---- PROVIDED DATA

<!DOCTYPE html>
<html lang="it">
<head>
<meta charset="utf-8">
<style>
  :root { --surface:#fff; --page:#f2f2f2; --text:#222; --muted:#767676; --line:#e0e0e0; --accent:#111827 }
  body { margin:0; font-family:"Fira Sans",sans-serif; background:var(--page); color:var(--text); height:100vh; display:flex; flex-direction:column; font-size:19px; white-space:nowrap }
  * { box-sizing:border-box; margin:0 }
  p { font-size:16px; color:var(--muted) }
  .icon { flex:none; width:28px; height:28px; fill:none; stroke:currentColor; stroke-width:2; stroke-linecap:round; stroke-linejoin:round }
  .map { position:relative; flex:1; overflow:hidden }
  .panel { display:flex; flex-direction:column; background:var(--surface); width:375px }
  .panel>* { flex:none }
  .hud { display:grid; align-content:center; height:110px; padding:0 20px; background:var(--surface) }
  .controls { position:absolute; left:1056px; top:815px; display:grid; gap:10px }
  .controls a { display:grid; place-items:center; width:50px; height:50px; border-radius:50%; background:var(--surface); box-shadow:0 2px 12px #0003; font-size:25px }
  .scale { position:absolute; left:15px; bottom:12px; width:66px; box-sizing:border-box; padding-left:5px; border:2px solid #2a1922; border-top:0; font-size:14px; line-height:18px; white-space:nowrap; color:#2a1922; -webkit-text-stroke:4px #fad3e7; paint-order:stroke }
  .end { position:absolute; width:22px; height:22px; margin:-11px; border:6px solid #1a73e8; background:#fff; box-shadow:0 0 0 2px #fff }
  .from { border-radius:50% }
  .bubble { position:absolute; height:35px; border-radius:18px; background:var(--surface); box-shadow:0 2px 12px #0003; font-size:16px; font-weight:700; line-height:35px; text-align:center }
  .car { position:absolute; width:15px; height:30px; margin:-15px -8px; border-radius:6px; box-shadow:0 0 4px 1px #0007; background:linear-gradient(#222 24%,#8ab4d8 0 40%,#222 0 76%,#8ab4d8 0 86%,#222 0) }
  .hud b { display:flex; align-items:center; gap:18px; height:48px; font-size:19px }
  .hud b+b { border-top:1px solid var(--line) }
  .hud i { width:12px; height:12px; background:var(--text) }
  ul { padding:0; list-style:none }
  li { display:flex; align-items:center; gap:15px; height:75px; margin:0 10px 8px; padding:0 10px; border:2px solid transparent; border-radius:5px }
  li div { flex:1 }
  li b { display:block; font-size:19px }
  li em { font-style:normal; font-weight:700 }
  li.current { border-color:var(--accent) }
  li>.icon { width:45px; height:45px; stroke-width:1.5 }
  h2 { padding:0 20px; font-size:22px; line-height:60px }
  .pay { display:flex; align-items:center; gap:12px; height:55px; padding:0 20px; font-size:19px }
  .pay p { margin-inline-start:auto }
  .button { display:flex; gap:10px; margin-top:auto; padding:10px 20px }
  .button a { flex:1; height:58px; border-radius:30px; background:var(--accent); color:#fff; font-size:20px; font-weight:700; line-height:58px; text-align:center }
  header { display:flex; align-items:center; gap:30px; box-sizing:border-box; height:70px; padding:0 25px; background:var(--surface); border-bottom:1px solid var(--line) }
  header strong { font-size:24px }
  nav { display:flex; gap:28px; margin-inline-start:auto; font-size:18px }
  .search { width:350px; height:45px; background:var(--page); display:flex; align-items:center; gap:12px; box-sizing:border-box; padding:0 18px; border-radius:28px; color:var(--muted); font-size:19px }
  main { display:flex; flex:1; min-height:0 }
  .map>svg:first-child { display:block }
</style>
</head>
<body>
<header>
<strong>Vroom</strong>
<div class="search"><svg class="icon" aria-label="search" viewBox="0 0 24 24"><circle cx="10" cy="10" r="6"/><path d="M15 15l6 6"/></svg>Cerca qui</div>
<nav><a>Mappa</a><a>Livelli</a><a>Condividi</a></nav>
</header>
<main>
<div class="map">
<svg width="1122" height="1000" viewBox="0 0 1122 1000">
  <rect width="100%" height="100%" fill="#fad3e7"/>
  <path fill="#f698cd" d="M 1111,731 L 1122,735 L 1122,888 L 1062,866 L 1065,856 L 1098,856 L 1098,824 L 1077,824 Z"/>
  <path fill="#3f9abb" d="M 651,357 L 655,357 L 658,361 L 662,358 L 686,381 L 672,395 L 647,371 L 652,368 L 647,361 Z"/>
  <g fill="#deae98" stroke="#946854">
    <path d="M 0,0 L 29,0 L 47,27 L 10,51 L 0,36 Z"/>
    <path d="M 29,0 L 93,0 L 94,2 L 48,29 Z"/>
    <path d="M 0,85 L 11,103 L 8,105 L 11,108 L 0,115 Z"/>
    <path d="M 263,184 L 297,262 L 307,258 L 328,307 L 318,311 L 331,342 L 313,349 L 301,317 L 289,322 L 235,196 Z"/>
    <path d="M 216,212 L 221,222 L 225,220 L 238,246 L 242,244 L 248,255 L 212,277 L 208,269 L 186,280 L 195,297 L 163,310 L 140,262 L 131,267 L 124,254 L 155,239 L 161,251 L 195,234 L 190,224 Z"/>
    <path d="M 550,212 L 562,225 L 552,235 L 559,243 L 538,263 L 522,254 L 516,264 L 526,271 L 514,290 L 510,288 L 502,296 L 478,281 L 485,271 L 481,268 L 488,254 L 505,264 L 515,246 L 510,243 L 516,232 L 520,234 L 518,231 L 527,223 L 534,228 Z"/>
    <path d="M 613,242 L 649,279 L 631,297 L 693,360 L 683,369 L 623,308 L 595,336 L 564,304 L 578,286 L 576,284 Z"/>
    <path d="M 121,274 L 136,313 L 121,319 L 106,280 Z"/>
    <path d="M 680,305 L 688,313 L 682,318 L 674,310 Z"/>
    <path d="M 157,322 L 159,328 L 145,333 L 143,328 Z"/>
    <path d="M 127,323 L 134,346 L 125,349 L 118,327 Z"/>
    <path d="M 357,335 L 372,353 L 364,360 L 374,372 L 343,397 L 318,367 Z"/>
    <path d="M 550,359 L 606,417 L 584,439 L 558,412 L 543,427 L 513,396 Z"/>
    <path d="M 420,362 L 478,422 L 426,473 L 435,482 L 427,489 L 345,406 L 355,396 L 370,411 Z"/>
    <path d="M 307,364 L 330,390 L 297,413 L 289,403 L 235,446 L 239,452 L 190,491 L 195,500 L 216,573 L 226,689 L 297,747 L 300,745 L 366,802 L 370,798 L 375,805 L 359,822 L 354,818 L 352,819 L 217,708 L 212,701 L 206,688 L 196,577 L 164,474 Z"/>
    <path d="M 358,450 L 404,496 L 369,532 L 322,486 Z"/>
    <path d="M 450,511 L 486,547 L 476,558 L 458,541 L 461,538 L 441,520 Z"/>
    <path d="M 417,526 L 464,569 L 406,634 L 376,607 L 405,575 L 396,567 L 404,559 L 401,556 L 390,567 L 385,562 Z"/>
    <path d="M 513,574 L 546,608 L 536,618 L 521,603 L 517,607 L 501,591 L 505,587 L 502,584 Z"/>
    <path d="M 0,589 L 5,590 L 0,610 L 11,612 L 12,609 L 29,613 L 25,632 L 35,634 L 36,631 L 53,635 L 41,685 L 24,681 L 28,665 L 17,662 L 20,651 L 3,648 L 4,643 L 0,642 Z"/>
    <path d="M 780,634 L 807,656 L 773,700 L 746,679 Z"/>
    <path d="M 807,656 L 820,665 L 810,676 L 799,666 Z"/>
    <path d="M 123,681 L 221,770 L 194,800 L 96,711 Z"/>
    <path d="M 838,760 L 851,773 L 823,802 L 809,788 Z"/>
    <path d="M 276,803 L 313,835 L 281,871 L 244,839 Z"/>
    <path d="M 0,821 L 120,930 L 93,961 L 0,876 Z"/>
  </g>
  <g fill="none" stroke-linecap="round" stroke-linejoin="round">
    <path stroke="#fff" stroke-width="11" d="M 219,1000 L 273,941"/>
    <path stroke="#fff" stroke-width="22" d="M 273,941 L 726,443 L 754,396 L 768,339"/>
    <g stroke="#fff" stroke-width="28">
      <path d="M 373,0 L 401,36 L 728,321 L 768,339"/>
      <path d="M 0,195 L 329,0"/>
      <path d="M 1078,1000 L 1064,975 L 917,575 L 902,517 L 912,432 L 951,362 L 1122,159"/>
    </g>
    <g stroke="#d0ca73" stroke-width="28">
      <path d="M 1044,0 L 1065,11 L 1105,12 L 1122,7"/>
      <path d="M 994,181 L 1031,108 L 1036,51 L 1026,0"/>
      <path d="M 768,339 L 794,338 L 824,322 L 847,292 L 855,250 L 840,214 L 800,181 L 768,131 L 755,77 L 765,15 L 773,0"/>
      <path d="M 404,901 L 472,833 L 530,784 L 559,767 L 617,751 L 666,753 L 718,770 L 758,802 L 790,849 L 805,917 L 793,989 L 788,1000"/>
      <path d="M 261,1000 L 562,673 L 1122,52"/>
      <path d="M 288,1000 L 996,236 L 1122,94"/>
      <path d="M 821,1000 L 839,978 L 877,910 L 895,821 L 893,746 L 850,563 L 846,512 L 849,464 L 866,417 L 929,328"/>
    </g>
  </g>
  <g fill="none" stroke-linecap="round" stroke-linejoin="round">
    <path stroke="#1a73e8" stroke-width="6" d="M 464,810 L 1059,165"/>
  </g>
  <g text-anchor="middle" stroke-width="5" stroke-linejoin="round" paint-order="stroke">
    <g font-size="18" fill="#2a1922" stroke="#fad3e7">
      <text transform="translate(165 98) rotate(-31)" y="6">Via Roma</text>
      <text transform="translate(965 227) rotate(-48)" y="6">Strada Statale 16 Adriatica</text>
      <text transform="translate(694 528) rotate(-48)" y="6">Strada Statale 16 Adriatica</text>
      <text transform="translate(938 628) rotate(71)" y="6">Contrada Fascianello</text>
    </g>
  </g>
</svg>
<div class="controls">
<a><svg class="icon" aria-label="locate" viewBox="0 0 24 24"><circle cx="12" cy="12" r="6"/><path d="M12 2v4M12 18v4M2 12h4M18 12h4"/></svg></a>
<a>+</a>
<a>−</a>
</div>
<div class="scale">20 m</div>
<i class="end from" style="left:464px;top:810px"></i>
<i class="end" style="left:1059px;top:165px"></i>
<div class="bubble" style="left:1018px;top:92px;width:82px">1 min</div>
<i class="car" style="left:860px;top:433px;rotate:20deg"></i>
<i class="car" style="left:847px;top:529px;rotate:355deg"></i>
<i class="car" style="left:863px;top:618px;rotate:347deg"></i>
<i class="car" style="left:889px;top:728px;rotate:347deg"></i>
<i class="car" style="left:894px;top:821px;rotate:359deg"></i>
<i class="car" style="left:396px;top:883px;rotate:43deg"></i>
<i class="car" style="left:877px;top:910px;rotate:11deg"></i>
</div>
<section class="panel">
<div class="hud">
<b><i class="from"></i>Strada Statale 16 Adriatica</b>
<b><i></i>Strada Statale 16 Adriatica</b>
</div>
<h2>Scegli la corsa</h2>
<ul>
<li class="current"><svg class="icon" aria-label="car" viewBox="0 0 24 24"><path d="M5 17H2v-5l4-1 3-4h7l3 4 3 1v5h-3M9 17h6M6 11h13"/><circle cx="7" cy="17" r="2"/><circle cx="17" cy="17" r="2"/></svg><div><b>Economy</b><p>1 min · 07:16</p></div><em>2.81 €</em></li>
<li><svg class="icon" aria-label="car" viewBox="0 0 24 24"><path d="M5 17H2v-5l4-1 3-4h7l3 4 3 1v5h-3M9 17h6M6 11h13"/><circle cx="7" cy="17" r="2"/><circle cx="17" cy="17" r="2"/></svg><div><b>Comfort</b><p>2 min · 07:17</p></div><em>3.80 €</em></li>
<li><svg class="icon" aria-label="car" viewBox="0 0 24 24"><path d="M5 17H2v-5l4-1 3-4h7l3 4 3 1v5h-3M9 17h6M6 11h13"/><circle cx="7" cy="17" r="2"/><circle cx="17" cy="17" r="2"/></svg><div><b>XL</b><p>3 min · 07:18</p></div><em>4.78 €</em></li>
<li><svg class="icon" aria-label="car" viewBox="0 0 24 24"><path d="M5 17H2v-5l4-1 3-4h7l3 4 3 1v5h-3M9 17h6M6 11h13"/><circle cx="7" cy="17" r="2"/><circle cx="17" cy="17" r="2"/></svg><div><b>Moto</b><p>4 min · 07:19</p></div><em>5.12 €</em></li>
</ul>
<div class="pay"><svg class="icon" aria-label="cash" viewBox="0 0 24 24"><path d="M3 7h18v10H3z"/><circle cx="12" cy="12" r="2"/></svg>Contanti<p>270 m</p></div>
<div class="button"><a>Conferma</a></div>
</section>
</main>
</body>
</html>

--------

#### [TASK OBJECTIVE]
Check the lines above for the word "white" and give the number of lines where it appears, with no other text.

#### [EXERCISE RESULT]
2